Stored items
* * * * *

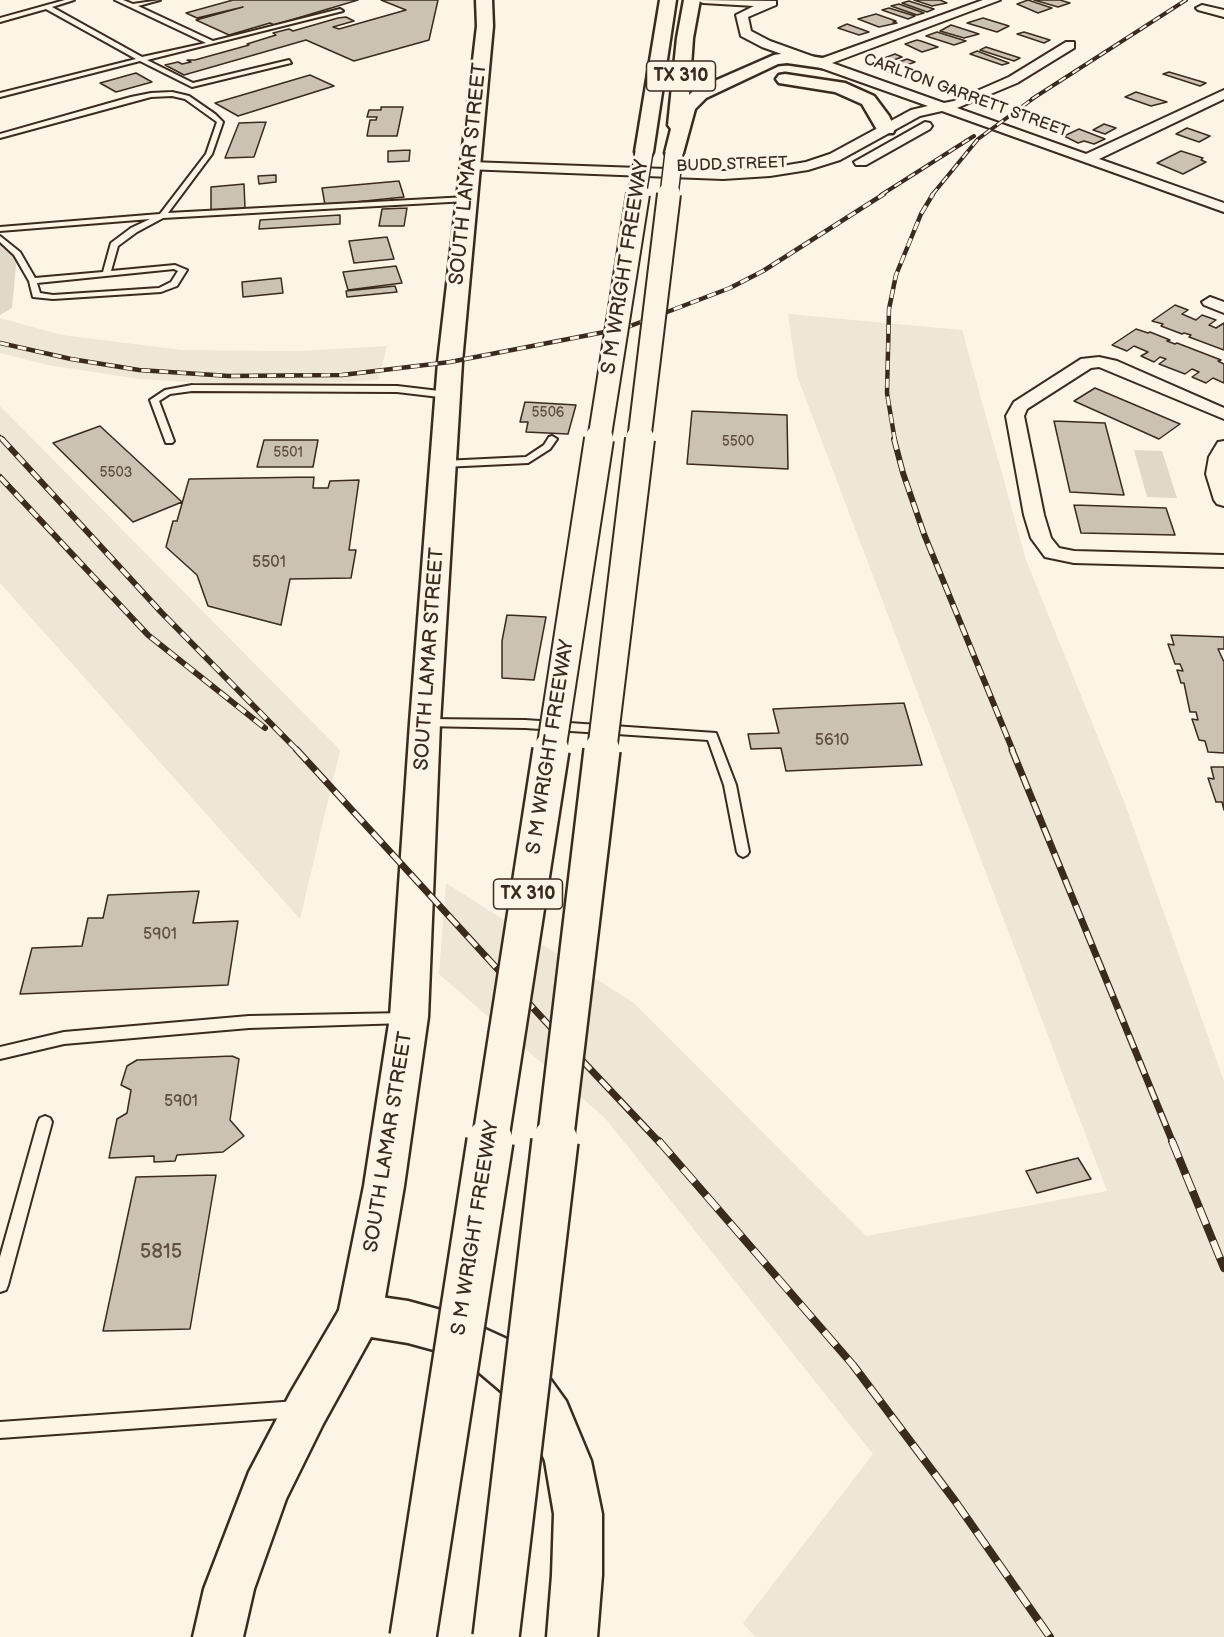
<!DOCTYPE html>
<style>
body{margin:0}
canvas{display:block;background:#fcf5e5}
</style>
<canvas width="1224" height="1637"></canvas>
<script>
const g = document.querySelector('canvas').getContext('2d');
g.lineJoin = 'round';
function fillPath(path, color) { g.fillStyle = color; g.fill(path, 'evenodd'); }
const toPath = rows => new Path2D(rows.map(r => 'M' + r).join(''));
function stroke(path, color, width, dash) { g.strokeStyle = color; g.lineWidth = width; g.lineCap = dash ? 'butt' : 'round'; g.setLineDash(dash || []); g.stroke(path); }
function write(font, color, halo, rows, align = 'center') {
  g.font = font + ' "Balsamiq Sans",sans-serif'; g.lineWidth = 6; g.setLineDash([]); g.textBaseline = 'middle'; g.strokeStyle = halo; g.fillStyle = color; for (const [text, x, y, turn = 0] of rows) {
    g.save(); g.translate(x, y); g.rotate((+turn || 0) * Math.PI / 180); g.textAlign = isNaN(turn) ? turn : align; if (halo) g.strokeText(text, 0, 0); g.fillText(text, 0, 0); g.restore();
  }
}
fillPath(toPath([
 [788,314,962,330,1026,560,1125,804,1224,1081,1224,1637,755,1637,743,1623,873,1454,605,1118,439,974,446,883,634,1003,866,1236,1107,1191,797,376],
 [0,318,62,335,182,350,301,351,387,346,378,380,251,386,139,379,48,365,0,353],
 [0,406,340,750,300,919,0,583]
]), '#eee6d6');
fillPath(toPath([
 [0,242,17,254,12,308,0,315],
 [1134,450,1162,451,1177,498,1147,497]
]), '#e0d8c8');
const building = toPath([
 [233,0,358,0,274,25,270,23,229,35,196,20,243,7,197,18,186,13,233,0],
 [381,0,438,0,429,40,354,61,306,40,184,75,165,65,178,62,182,64,191,62,187,60,195,60,249,45,247,44,276,35,273,33,289,29,293,31,338,18,346,17,354,21,333,27,339,29,406,10,381,0],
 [914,0,940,0,947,3,932,6,914,0],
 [1028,0,1052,8,1038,13,1017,4,1028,0],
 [1034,0,1060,0,1070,3,1058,7,1034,0],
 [909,1,934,9,927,12,902,3,909,1],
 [899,4,924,13,917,15,891,6,899,4],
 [889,8,915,16,908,19,882,10,889,8],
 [876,14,896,21,893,22,897,23,879,27,858,19,876,14],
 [983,18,1009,26,997,32,967,23,983,18],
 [847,24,869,32,859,35,838,28,847,24],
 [951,25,979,34,964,38,940,31,951,25],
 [937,32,966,41,954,45,926,36,937,32],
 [1024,32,1050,40,1044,43,1017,34,1024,32],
 [917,40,921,41,938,47,922,52,905,44,917,40],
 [986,47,1020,58,1014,61,980,50,986,47],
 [977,51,1009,63,1002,65,970,54,977,51],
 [895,54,902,57,874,67,868,64,895,54],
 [907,59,915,62,888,72,880,69,907,59],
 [1169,72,1206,83,1200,86,1163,74,1169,72],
 [136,73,152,82,116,92,100,83,136,73],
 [310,75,334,86,238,116,215,103,310,75],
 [1136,92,1167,102,1151,106,1125,97,1136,92],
 [381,107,403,107,397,136,367,136,370,120,376,120,377,117,367,117,369,110,381,110,381,107],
 [266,122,254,157,225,158,239,123,266,122],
 [1104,124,1116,128,1105,134,1093,130,1104,124],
 [1187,128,1210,136,1199,142,1176,134,1187,128],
 [1079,129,1105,139,1094,144,1084,141,1078,143,1064,136,1079,129],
 [410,150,409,161,388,162,388,151,410,150],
 [1181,151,1203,158,1201,160,1206,162,1183,174,1157,163,1181,151],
 [276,175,276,182,259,184,258,176,276,175],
 [399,181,404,197,325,205,322,188,399,181],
 [244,184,245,209,211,212,211,187,244,184],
 [407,208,404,226,379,226,382,209,407,208],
 [340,215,340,224,259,229,260,220,340,215],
 [387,237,394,259,354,263,349,241,387,237],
 [396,266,402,283,348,290,343,272,396,266],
 [281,278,283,293,243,297,242,282,281,278],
 [395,286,397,292,347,297,346,291,395,286],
 [1175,305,1188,310,1182,314,1196,320,1202,315,1216,320,1209,325,1216,328,1224,323,1224,350,1189,337,1191,335,1184,333,1182,334,1161,326,1163,324,1152,321,1175,305],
 [1136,329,1148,333,1150,332,1170,340,1167,341,1175,344,1177,343,1221,360,1218,361,1224,364,1224,383,1213,378,1206,383,1192,377,1199,372,1192,369,1185,374,1159,364,1166,359,1160,357,1154,362,1141,356,1148,352,1134,346,1127,351,1112,345,1136,329],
 [1095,388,1180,424,1159,439,1074,401,1095,388],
 [525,402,576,405,568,434,526,432,528,422,520,422,525,402],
 [692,411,787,415,788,469,687,464,692,411],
 [1054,421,1105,423,1124,495,1070,492,1054,421],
 [100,426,182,502,133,522,53,443,100,426],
 [264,440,318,440,313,467,257,467,264,440],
 [314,477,313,488,328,488,330,481,359,480,349,550,356,550,351,578,290,579,281,625,208,606,197,575,166,547,173,521,177,521,189,479,314,477],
 [1074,505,1166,508,1175,535,1081,533,1074,505],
 [507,615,546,617,534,680,502,678,502,641,507,615],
 [1171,635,1224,637,1224,649,1218,649,1224,662,1224,753,1208,752,1205,741,1199,740,1192,719,1198,720,1196,712,1190,712,1184,683,1181,683,1177,670,1183,671,1180,664,1175,664,1168,644,1174,645,1171,635],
 [904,703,922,765,786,771,781,748,751,749,748,734,779,733,773,709,904,703],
 [1211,767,1224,767,1224,810,1222,802,1216,802,1208,778,1214,779,1211,767],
 [199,891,193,923,238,921,228,985,20,994,32,948,82,946,88,918,103,918,108,895,199,891],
 [232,1056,239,1059,230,1120,244,1136,223,1152,177,1155,175,1161,154,1162,154,1156,109,1158,117,1119,127,1113,131,1090,121,1085,127,1066,137,1060,232,1056],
 [1078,1158,1091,1179,1037,1193,1026,1171,1078,1158],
 [216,1175,190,1329,103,1331,136,1177,216,1175]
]);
fillPath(building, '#ccc2b3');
stroke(building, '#3b2a1e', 1.5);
const service = toPath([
 [65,0,74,0,52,7,142,57,206,43,115,0,123,0,133,4,160,0,138,6,213,41,340,9,343,11,147,60,193,83,289,60,291,63,192,87,140,61,0,97,0,93,136,59,46,9,0,22,0,18,65,0],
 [172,92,189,96,215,114,223,122,212,154,168,213,467,197,471,199,467,201,163,218,137,232,118,246,111,271,175,265,187,270,177,286,161,292,53,299,33,297,29,281,14,255,0,242,0,236,20,252,35,278,103,272,111,243,131,228,150,219,0,231,0,227,160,214,206,154,217,122,185,99,172,96,151,97,0,138,0,134,131,97,151,93,172,92],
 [174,269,178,271,171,282,159,288,53,295,40,293,37,283,174,269],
 [192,385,397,386,448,392,452,395,448,398,397,392,192,391,170,394,159,401,174,441,172,443,166,443,150,400,165,390,192,385],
 [552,436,557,439,550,449,528,463,443,467,438,464,443,461,526,457,544,445,549,437,552,436],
 [426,719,525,720,716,733,736,785,749,852,747,855,743,857,739,855,737,852,724,785,708,740,525,728,422,726,420,723,426,719],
 [405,1013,410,1014,412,1018,410,1022,405,1023,249,1028,64,1044,0,1059,0,1047,64,1032,249,1016,405,1013],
 [45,1116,50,1118,52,1122,8,1285,6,1290,0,1292,0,1257,38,1122,40,1118,45,1116],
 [297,1401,303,1403,305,1409,303,1415,297,1417,0,1438,0,1422,297,1401]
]);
const minor = toPath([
 [697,0,776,1,776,5,748,17,751,31,770,41,820,59,983,0,1000,0,832,63,944,103,954,101,1009,77,1066,42,1074,42,1074,48,1017,83,957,108,1086,154,1224,90,1224,99,1099,159,1224,203,1224,212,942,111,920,116,840,160,808,170,770,176,723,179,465,169,463,166,465,163,470,162,723,171,770,168,806,162,830,154,911,110,928,106,762,47,741,36,736,15,754,6,703,3,697,0],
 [1202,5,1224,10,1224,17,1198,10,1196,8,1202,5],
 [925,122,930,123,932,126,930,129,866,165,856,165,854,162,925,122],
 [1210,297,1224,302,1224,313,1204,305,1202,302,1210,297],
 [1099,357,1117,361,1224,408,1224,419,1099,367,1091,368,1027,409,1024,416,1044,515,1051,538,1059,548,1074,551,1224,555,1224,567,1074,563,1045,557,1031,538,1024,515,1006,416,1014,402,1081,359,1099,357],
 [1224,441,1224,506,1217,504,1214,500,1206,474,1209,457,1218,442,1224,441]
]);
const secondary = toPath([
 [476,0,492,0,493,26,462,362,440,723,428,1017,404,1186,382,1315,375,1330,360,1336,345,1330,338,1315,364,1186,390,1017,410,723,438,362,477,26,476,0]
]);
const primary = toPath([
 [660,0,676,0,653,152,651,156,644,158,637,156,635,152,660,0],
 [684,0,700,0,693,38,689,95,694,90,774,55,787,53,822,58,828,59,831,63,828,67,822,68,787,63,778,64,706,98,695,109,683,153,681,157,667,157,665,153,671,129,668,125,677,38,684,0],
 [785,74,845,83,874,96,889,116,895,129,893,133,879,133,862,104,835,92,779,83,776,79,779,75,785,74],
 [360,1294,408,1301,448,1312,507,1339,540,1365,566,1401,591,1461,602,1514,602,1575,597,1637,547,1637,552,1575,554,1514,545,1461,533,1432,508,1397,475,1369,441,1352,408,1343,371,1337,323,1424,286,1499,254,1589,243,1637,193,1637,204,1589,249,1472,291,1392,345,1300,360,1294]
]);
stroke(service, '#3b2a1e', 4);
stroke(minor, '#3b2a1e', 4);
stroke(secondary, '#3b2a1e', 5);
stroke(primary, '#3b2a1e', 5);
fillPath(service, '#fcf5e5');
fillPath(minor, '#fcf5e5');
fillPath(secondary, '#fcf5e5');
fillPath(primary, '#fcf5e5');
const railFar4 = toPath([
 [1032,99,1186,0],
 [881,195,974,136],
 [932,195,978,139,1038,95]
]);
const railFar3 = toPath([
 [0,343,71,359,139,370,229,376,342,375,450,362,625,328,730,288,763,271,884,194],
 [0,437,4,441],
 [895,441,887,393,889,309,896,275,921,214,933,194]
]);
const railFar2 = toPath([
 [2,439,161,612,298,751],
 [894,439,903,473,924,534,1013,751],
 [0,477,148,635,265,728]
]);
const railFar1 = toPath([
 [297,750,545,1021,660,1143],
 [1012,750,1173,1143]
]);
const rail = toPath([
 [659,1141,853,1365,955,1501,1050,1637],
 [1172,1141,1224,1268]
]);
stroke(railFar4, '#3b2a1e', 4);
stroke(railFar3, '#3b2a1e', 4.5);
stroke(railFar2, '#3b2a1e', 6);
stroke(railFar1, '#3b2a1e', 7);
stroke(rail, '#3b2a1e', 8);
stroke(railFar4, '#fcf5e5', 2, [8]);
stroke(railFar3, '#fcf5e5', 3, [9]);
stroke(railFar2, '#fcf5e5', 4, [11]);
stroke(railFar1, '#fcf5e5', 4.5, [14]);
stroke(rail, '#fcf5e5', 6, [18]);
const primaryBridgeFar4 = toPath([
 [637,195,644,152],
 [669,195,674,153]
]);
const primaryBridgeFar3 = toPath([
 [599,441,638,194],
 [639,441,669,194]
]);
const primaryBridgeFar2 = toPath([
 [551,751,599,439],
 [602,751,640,439]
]);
const primaryBridgeFar1 = toPath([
 [490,1143,551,750],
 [555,1143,602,750]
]);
const primaryBridge = toPath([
 [413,1637,490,1141],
 [496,1637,555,1141]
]);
stroke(primaryBridgeFar4, '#3b2a1e', 20, []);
stroke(primaryBridgeFar3, '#3b2a1e', 26, []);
stroke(primaryBridgeFar2, '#3b2a1e', 32, []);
stroke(primaryBridgeFar1, '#3b2a1e', 40, []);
stroke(primaryBridge, '#3b2a1e', 50, []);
stroke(primaryBridgeFar4, '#fcf5e5', 17);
stroke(primaryBridgeFar3, '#fcf5e5', 22);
stroke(primaryBridgeFar2, '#fcf5e5', 28);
stroke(primaryBridgeFar1, '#fcf5e5', 35);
stroke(primaryBridge, '#fcf5e5', 45);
write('14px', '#5f5043', null, [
 ["5506",548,413],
 ["5500",738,442],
 ["5501",288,453],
 ["5503",116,473]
]);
write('16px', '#3b2a1e', '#fcf5e5', [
 ["CARLTON GARRETT STREET",966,96,20],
 ["BUDD STREET",732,165,-2]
]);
write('16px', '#5f5043', null, [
 ["5501",269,563],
 ["5610",832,741],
 ["5901",160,935],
 ["5901",181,1102]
]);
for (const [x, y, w] of [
 [681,76,69],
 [528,894,69]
]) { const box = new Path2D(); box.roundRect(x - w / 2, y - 15, w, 30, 4.5); g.fillStyle = '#fcf5e5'; g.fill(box); stroke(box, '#3b2a1e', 1.5); }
write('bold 18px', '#3b2a1e', null, [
 ["TX 310",681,76],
 ["TX 310",528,894]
]);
write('20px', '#3b2a1e', '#fcf5e5', [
 ["SOUTH LAMAR STREET",469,174,-84],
 ["S M WRIGHT FREEWAY",626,267,-81],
 ["SOUTH LAMAR STREET",430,659,-86],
 ["S M WRIGHT FREEWAY",551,747,-81],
 ["SOUTH LAMAR STREET",389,1142,-81],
 ["S M WRIGHT FREEWAY",476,1228,-81]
]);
write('20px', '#5f5043', null, [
 ["5815",161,1253]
]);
</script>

* * * * *

> ACTION ITEM: Only the lines from the beginning of the records through the line bearing "function fillPath(path, color)" belong in the answer, copied word for word with pictures left out.

> OUTPUT OF THE TASK:
<!DOCTYPE html>
<style>
body{margin:0}
canvas{display:block;background:#fcf5e5}
</style>
<canvas width="1224" height="1637"></canvas>
<script>
const g = document.querySelector('canvas').getContext('2d');
g.lineJoin = 'round';
function fillPath(path, color) { g.fillStyle = color; g.fill(path, 'evenodd'); }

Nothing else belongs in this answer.